Perhaps all those people are just as smart as you — some perhaps even smarter — and that buying solar is rational in many areas. And that the tax benefits, where available, are also rational public policies.
Self-confidence is nice, but …

MarkW
Reply to  Roger Knights
October 4, 2017 1:01 pm

Solar is a mature technology.

Reply to  Roger Knights
October 4, 2017 2:35 pm

Mark W.
“Solar is a mature technology.”
I work with people in the S. F. Bay area who are active in the field — in both R and D. They disagree with you. I’ll bet on them being right.

Willy Pete
Reply to  Roger Knights
October 4, 2017 2:42 pm

Larry,
One word.
Solyndra.

Reply to  Roger Knights
October 4, 2017 2:54 pm

Willy Pete,
“One word.Solyndra”
Fast moving tech fields have winners — and losers. How about a two word rebuttal: Wang Laboratories.
They were a powerhouse in 1985. Dominate in word processing, with other hot products. One of the first integrated switchboard and voicemail systems, and a DOS-based PC. They filed for bankruptcy in 1992.
Does that mean that the word processing, voicemail, and PC markets matured in 1985-1992?

Roger Knights
Reply to  Roger Knights
October 4, 2017 5:33 pm

Larry Kummer wrote:

Fast moving tech fields have winners — and losers. How about a two word rebuttal: Wang Laboratories…. They filed for bankruptcy in 1992. Does that mean that the word processing, voicemail, and PC markets matured in 1985-1992?

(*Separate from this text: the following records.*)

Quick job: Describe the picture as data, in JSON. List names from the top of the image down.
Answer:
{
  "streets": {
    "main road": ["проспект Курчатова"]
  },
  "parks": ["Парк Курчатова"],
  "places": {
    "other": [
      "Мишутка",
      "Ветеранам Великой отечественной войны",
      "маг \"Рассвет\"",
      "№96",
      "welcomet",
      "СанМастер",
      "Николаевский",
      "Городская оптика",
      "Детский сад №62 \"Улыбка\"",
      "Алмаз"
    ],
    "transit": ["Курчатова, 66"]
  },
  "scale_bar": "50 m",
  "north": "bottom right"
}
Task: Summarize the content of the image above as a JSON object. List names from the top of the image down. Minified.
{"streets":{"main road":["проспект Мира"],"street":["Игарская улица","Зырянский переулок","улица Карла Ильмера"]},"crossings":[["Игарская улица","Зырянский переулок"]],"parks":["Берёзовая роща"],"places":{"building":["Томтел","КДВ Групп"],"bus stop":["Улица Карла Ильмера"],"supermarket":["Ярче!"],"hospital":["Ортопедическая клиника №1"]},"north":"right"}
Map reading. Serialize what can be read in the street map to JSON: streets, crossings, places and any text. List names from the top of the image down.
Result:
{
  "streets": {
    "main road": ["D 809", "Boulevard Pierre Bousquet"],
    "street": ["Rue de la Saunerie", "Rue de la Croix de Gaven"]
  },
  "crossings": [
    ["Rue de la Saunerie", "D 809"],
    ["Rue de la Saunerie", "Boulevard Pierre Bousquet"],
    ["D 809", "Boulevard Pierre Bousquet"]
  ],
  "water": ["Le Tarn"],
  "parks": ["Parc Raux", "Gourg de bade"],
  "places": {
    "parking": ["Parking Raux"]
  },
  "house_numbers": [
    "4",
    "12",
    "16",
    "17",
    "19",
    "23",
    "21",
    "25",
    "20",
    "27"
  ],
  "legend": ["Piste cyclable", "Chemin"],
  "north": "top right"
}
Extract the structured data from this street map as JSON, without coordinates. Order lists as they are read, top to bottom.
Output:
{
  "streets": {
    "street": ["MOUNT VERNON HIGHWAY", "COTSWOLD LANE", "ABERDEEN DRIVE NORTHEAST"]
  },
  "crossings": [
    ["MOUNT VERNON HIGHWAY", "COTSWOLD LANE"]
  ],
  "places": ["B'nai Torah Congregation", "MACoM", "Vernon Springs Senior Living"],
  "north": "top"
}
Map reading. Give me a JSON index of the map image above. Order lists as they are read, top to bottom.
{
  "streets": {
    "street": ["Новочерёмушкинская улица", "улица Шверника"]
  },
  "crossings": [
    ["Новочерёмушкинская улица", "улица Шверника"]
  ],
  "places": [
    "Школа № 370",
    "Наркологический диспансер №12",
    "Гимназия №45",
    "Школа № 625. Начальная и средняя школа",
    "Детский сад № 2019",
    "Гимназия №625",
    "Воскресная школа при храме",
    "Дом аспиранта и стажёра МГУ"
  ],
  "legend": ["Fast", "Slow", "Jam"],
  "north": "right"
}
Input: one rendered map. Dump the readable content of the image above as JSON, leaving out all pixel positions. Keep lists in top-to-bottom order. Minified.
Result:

But many, many firms have failed to make breakthroughs in solar technology, not just one, and most of the cost of solar systems is in non-panel components like inverters, and in land, installation, maintenance , replacement (e.g., after a hurricane or hailstorm or dust storm), plus the indirect costs of standby backup power. So solar tech improvements won’t mean much, unless they’re very dramatic. Plus, they won’t benefit from subsidies indefinitely.

Reply to  Roger Knights
October 4, 2017 10:45 pm

Roger,
“But many, many firms have failed to make breakthroughs in solar technology”
Social cell efficiency has increased in the past five years from 18% to 30%. That’s big. Commercial products lag the lab, of course. And costs have also crashed.
Looking for “breakthroughs” is missing the story. Progress in both science and commercial products is usually incremental. Look at semiconductors over the last 40 years — those steps add up.
As I said, the people I know in the field believe there is great potential for more improvements in cost-efficiency.

Roger Knights
Reply to  Roger Knights
October 5, 2017 5:39 am

LK: Solar cell efficiency has increased in the past five years from 18% to 30%. That’s big. Commercial products lag the lab, of course. And costs have also crashed.

IIRC, efficiency has increased in commercial products only to the 25% level. The production costs of the more efficient lab products may keep them from becoming commercially cost-effective.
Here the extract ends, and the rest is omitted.